**Assigned task**: Only the lines from the one containing "Parse this street" through the last line of the data below belong in your answer, copied exactly and without pictures.

**The data**:
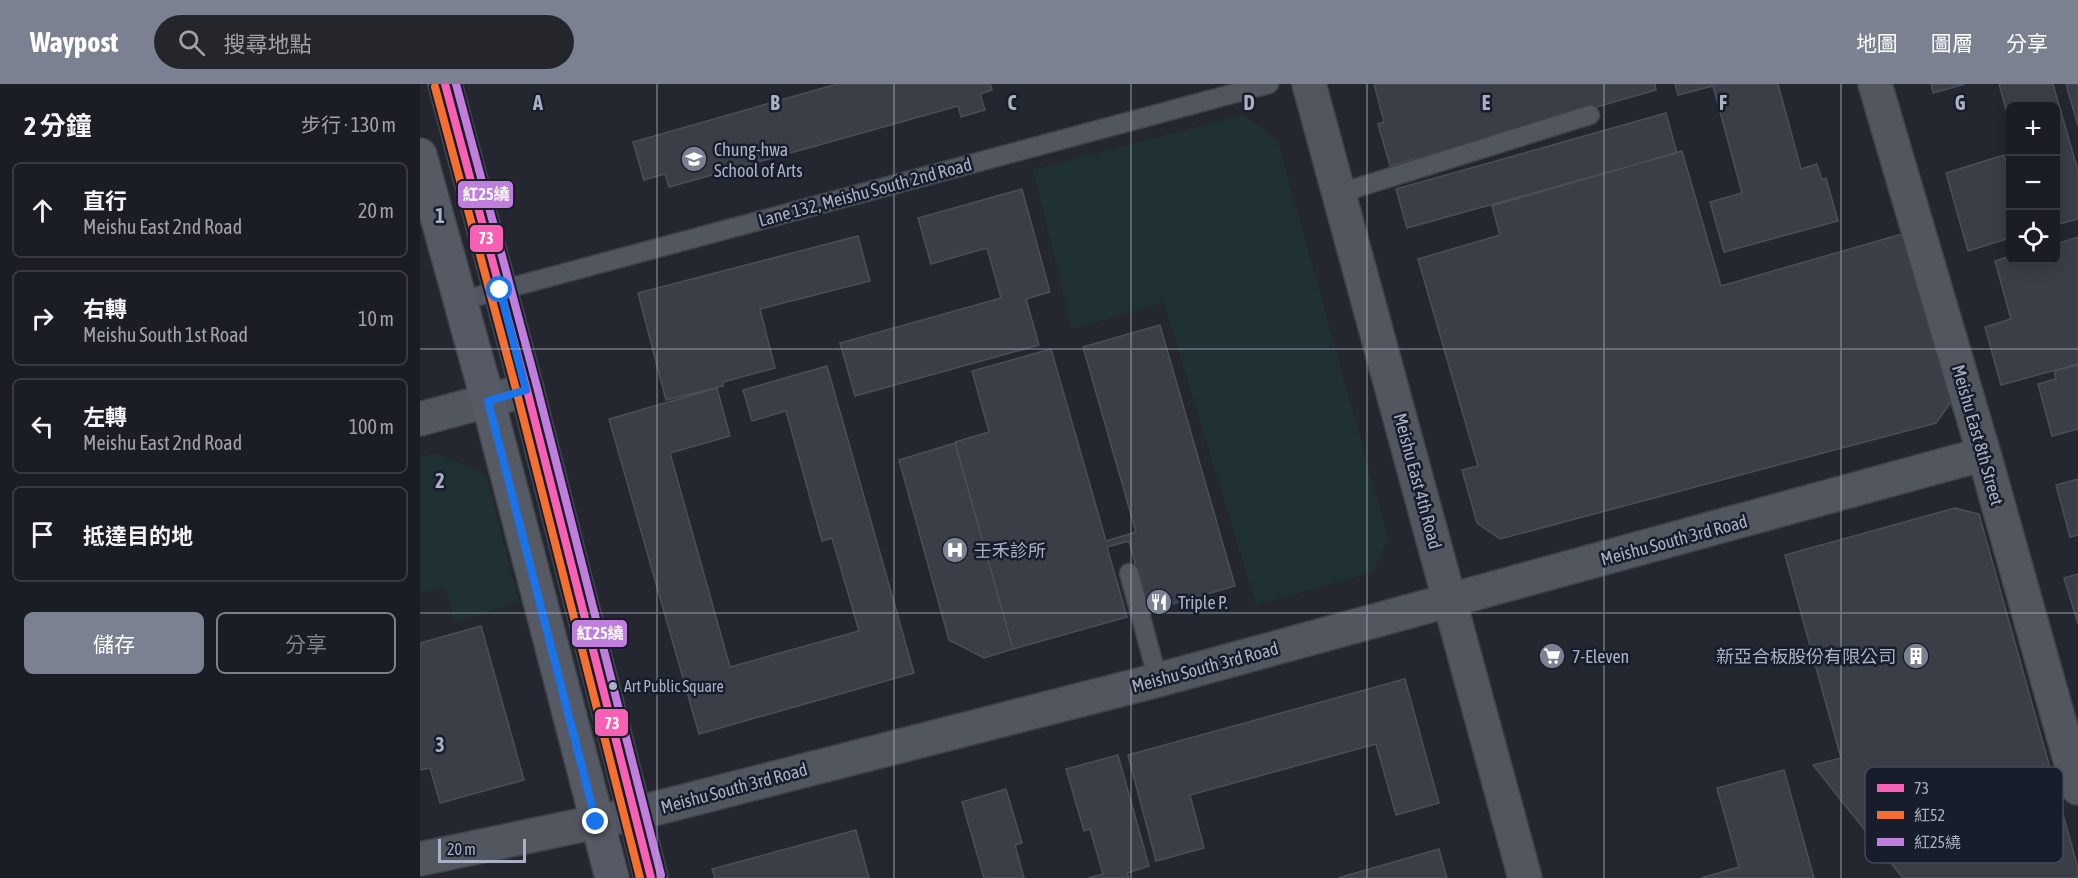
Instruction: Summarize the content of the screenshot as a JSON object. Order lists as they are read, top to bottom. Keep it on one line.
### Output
{"streets":{"street":["Meishu East 8th Street","Meishu East 4th Road","Meishu South 3rd Road"],"lane":["Lane 132, Meishu South 2nd Road"]},"crossings":[["Meishu East 8th Street","Meishu South 3rd Road"],["Meishu East 4th Road","Meishu South 3rd Road"]],"places":{"school or university":["Chung-hwa School of Arts"],"hospital":["壬禾診所"],"restaurant":["Triple P."],"supermarket":["7-Eleven"],"building":["新亞合板股份有限公司"],"other":["Art Public Square"]},"lines":["transit line 73","transit line 紅25繞","transit line 紅52"],"legend":["73","紅52","紅25繞"],"scale_bar":"20 m","page":{"header":"Waypost","search":"搜尋地點","nav":["地圖","圖層","分享"],"heading":["2 分鐘","步行 · 130 m"],"map_buttons":["+","−"],"list":[["直行","Meishu East 2nd Road","20 m"],["右轉","Meishu South 1st Road","10 m"],["左轉","Meishu East 2nd Road","100 m"],"抵達目的地"],"buttons":["儲存","分享"],"scale":"20 m"},"grid":{"columns":["A","B","C","D","E","F","G"],"rows":["1","2","3"]}}
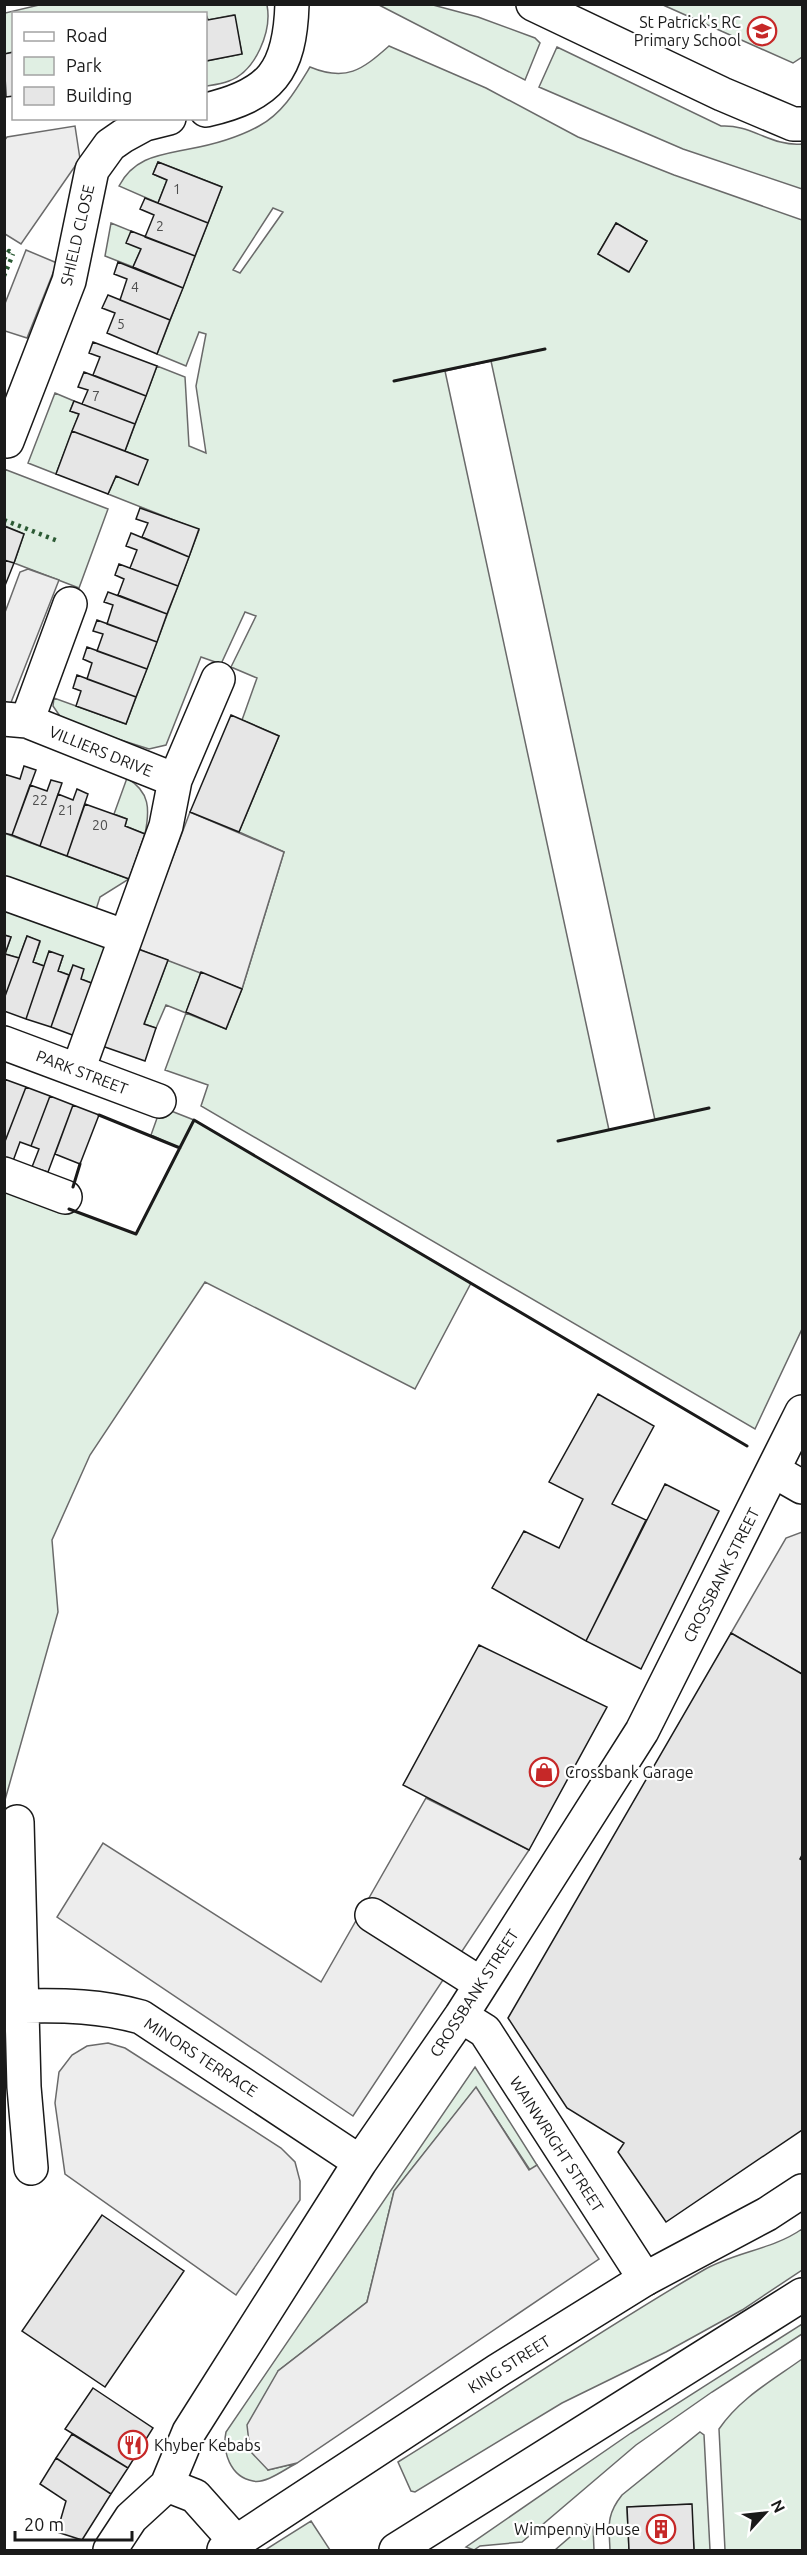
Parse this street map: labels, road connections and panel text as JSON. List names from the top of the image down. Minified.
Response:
{"streets":{"main road":["SHIELD CLOSE","VILLIERS DRIVE","PARK STREET","CROSSBANK STREET","MINORS TERRACE","WAINWRIGHT STREET","KING STREET"]},"crossings":[["CROSSBANK STREET","MINORS TERRACE"],["CROSSBANK STREET","WAINWRIGHT STREET"],["WAINWRIGHT STREET","KING STREET"]],"places":{"school or university":["St Patrick's RC Primary School"],"shop":["Crossbank Garage"],"restaurant":["Khyber Kebabs"],"building":["Wimpenny House"]},"house_numbers":["1","2","4","5","7","22","21","20"],"legend":["Road","Park","Building"],"scale_bar":"20 m","north":"top right"}
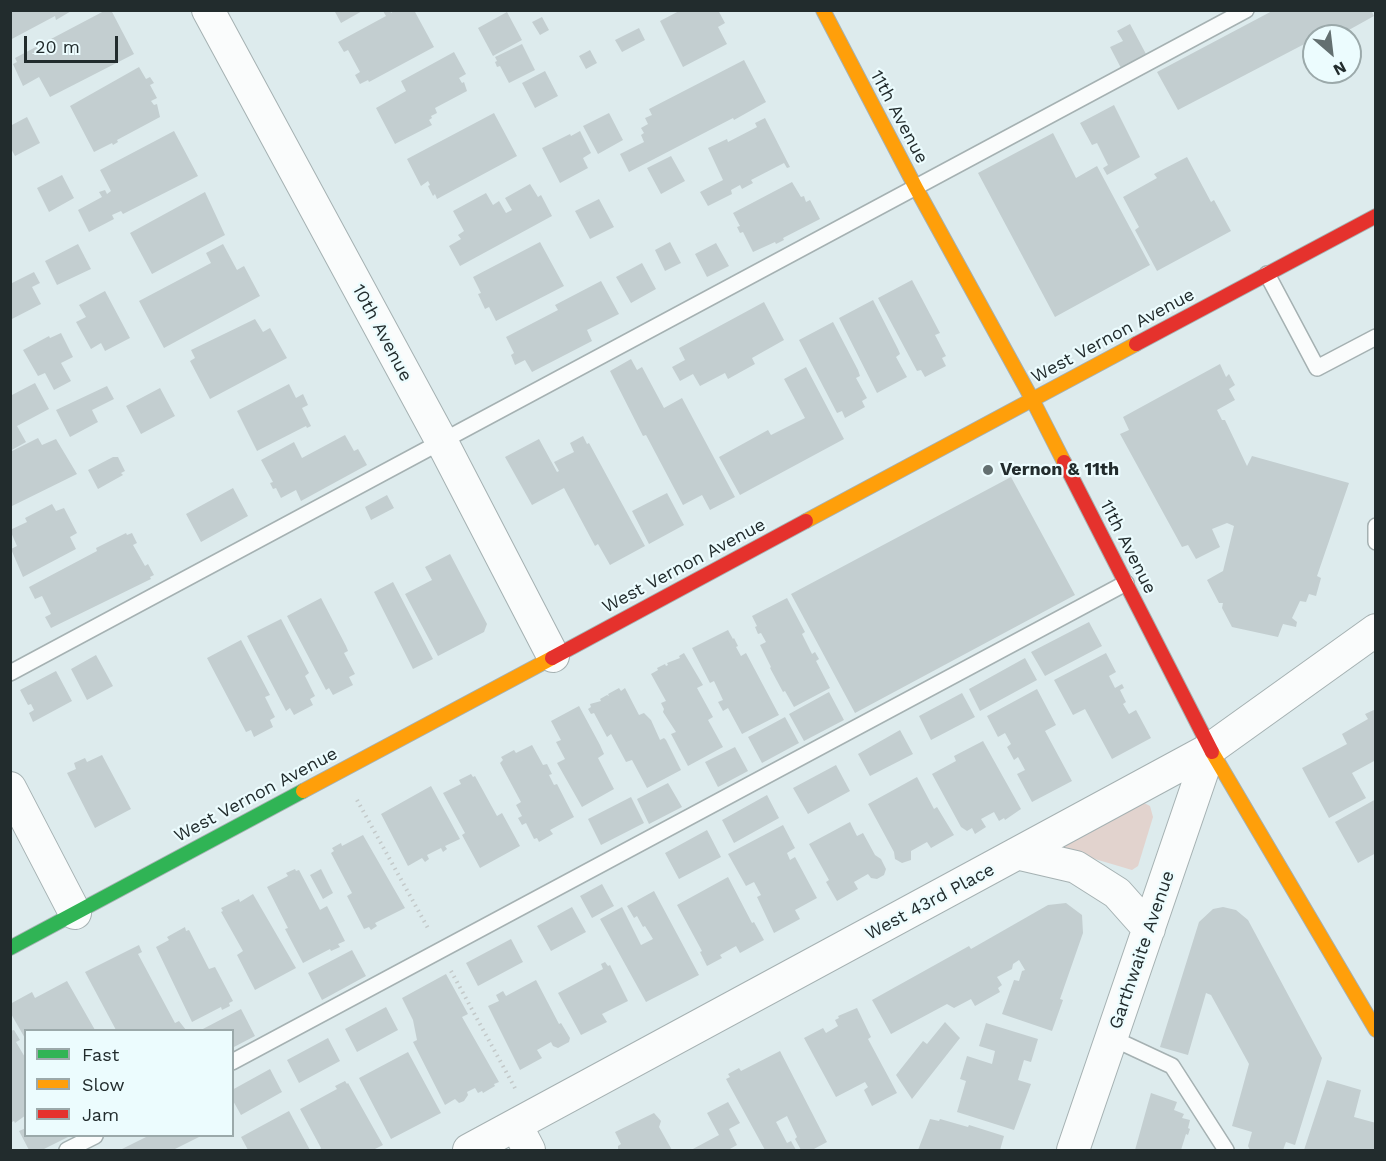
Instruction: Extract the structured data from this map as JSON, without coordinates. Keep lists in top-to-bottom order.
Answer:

**Response area**:
Parse this street map: labels, road connections and panel text as JSON. List names from the top of the image down. Minified.
Response:
{"streets":{"main road":["SHIELD CLOSE","VILLIERS DRIVE","PARK STREET","CROSSBANK STREET","MINORS TERRACE","WAINWRIGHT STREET","KING STREET"]},"crossings":[["CROSSBANK STREET","MINORS TERRACE"],["CROSSBANK STREET","WAINWRIGHT STREET"],["WAINWRIGHT STREET","KING STREET"]],"places":{"school or university":["St Patrick's RC Primary School"],"shop":["Crossbank Garage"],"restaurant":["Khyber Kebabs"],"building":["Wimpenny House"]},"house_numbers":["1","2","4","5","7","22","21","20"],"legend":["Road","Park","Building"],"scale_bar":"20 m","north":"top right"}
Instruction: Extract the structured data from this map as JSON, without coordinates. Keep lists in top-to-bottom order.
Answer:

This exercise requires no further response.